Fletcher Int’l, Ltd. v. ION Geophysical Corp., C.A. No. 5109-VCP (Del. Ch. Mar. 24, 2010) (Parsons, V. C.)

In this letter decision, the Court of Chancery denied a preferred stockholder’s motion for summary judgment insofar as it could be construed as a request for a preliminary injunction effectively invalidating the issuance of a promissory note by a subsidiary of a corporation. The preferred stockholder argued that the issuance of the promissory note by the subsidiary, which was convertible into stock of the parent corporation, violated the preferred stock terms, which required the consent of the holders of the preferred stock of the parent corporation for any issuance of any “security” by a subsidiary of the parent corporation. Although the Court did not decide the issue as to whether the promissory note was a “security” under the terms of the preferred stock and ultimately denied the preliminary injunction, the Court found the preferred stockholder had shown “at least marginally” a reasonable probability of success on the merits of the claim that the promissory note was a “security” of the subsidiary and that the consent rights of the preferred stock had been violated by the issuance.

At issue in the case was the issuance of a promissory note by a wholly-owned subsidiary of ION Geophysical Corp., a Delaware corporation (the “Company”). The issuance of the promissory note was one of a number of transactions intended to lead to the formation of a joint venture between the Company and a third party (the “Transaction”). Plaintiff, Fletcher International, Ltd. (“Plaintiff”), was the owner of shares of several series of the Company’s preferred stock. The certificates of designations for those series of preferred stock provided that the vote of the holders of the preferred stock was necessary to permit any subsidiary of the Company to issue, sell or commit to issue or sell, any security of the subsidiary. Plaintiff sought a declaratory judgment that: (i) under the terms of the preferred stock, Plaintiff had the right to consent to the issuance or sale of securities by a subsidiary of the Company; and (ii) the issuance of the promissory note violated those rights and was thus invalid and unenforceable. Plaintiff further sought repayment of the funds borrowed under the promissory note and an injunction against further borrowing under the promissory note without Plaintiff’s consent. Because the requested relief would become impracticable following the imminent closure of the Transaction, Vice Chancellor Parsons considered those portions of the Plaintiff’s motion under the preliminary injunction standard. Under that standard, the plaintiff must demonstrate: (i) a reasonable probability of success on the merits, (ii) an imminent threat of irreparable harm, and (iii) a balance of the equities that favors the issuance of the requested relief.

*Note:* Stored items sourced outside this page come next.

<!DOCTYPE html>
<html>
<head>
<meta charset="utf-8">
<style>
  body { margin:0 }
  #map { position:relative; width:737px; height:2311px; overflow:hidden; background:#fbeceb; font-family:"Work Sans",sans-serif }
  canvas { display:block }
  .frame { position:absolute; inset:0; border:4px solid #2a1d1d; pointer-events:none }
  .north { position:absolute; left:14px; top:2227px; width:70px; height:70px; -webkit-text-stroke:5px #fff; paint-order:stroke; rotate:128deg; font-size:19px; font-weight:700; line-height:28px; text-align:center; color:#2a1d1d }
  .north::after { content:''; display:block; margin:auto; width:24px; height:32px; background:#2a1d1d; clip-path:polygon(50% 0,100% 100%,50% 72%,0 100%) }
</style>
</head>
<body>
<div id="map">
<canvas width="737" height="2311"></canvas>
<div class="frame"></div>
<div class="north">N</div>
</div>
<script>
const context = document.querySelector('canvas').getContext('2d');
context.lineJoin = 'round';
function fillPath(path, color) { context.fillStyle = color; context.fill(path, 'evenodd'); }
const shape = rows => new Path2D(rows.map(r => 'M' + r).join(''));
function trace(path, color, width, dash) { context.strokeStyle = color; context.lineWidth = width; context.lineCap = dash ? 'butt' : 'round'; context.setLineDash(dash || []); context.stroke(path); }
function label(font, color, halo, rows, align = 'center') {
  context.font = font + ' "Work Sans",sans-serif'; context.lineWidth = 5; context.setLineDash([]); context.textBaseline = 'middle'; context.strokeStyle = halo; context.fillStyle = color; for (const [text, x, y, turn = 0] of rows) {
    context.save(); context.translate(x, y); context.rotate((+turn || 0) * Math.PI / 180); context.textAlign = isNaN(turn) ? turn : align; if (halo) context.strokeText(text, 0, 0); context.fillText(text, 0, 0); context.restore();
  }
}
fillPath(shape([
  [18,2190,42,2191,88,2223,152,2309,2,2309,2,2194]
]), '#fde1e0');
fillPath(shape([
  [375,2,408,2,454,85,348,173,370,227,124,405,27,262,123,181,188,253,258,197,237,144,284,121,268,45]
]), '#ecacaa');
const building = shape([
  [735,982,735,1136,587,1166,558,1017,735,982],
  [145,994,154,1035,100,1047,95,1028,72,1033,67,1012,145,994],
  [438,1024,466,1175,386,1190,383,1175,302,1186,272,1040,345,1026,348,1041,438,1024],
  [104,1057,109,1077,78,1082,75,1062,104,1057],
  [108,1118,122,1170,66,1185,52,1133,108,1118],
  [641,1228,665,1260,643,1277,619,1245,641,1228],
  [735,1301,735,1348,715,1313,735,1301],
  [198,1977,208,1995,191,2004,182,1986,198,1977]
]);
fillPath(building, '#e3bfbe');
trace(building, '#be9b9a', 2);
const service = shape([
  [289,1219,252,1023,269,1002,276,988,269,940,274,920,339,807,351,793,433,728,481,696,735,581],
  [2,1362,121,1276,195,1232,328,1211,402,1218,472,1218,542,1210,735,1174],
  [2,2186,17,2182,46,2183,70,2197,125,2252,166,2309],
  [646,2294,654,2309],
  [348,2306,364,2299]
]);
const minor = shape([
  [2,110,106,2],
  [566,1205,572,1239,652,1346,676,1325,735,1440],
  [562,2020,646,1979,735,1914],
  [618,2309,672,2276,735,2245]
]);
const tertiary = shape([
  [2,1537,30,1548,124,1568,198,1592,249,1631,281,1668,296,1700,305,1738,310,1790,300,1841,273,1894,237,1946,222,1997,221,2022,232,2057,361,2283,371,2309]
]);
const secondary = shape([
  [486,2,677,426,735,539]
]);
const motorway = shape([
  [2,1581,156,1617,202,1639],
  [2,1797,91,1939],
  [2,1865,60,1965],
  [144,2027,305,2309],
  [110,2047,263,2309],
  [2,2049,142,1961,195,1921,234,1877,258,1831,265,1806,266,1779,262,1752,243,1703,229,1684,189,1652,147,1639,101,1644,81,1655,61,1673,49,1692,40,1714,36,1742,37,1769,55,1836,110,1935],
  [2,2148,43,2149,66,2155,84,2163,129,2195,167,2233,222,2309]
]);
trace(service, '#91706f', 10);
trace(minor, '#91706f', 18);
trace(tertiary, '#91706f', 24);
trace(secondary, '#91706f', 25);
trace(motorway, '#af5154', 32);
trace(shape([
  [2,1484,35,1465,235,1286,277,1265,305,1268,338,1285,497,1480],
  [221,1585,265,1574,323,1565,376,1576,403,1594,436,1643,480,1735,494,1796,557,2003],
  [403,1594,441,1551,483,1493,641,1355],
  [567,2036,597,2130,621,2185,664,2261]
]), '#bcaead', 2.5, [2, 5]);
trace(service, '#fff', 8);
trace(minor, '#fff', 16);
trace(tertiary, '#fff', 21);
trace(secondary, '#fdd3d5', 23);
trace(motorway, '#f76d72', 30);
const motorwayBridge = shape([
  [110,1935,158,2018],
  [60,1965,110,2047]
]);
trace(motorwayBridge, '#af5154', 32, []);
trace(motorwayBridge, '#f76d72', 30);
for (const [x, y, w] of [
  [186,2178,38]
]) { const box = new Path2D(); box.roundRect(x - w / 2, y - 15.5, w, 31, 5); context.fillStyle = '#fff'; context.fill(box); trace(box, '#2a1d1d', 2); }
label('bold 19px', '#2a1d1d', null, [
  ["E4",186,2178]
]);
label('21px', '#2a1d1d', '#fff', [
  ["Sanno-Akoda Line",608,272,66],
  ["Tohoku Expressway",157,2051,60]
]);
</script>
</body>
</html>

The Court found that Plaintiff had shown, “at least marginally,” a reasonable likelihood of success on the merits of the claim that the Company violated Plaintiff’s consent rights when the subsidiary issued the promissory note without first obtaining the consent of the holders of the preferred stock. Plaintiff contended the promissory note was a security because an instrument that is convertible into a security is itself considered to be a security. The Company argued that under the standard articulated in Reves v. Ernst & Young, 494 U.S. 56, 63 n.2 (1990), the promissory note was not a security because of the commercial context in which it was issued. In the alternative, the Company argued that even if the promissory note were considered a security, Plaintiff’s voting rights were not violated because the promissory note is convertible into shares of the Company and not the subsidiary. In response, Plaintiff contended that the option to purchase stock is a security of the entity that issues the option, regardless of whether the option converts into shares of an entity other than the issuing entity. The Court noted that relevant case law supports the view that the promissory note is a security, but declined to make a final ruling on the issue.

Despite finding a reasonable probability of success on the merits of the claim, the Court refused to grant a preliminary injunction, finding that Plaintiff made only a slight showing that it may suffer irreparable injury and the balance of the equities weighed heavily in favor the Company. With respect to irreparable injury, the Court conceded that it may be difficult to quantify monetary damages, but expressed confidence that it could do so. When weighing the equities, the Court found that if the injunction issued the defendants could suffer great harm, noting the likelihood that repayment of the funds borrowed under the promissory note would jeopardize the pending Transaction and result in significant adverse financial consequences to the Company. If the injunction were denied, Plaintiff could seek monetary damages. Further, the Court noted Plaintiff did not act to defend “its purported consent rights with the degree of alacrity that the Court would expect” given the imminent joint venture transaction. Accordingly, the Court found the equities weighed against granting injunctive relief and denied Plaintiff’s motion for partial summary judgment to the extent it sought to require immediate repayment of funds borrowed under the promissory note or otherwise block the transaction.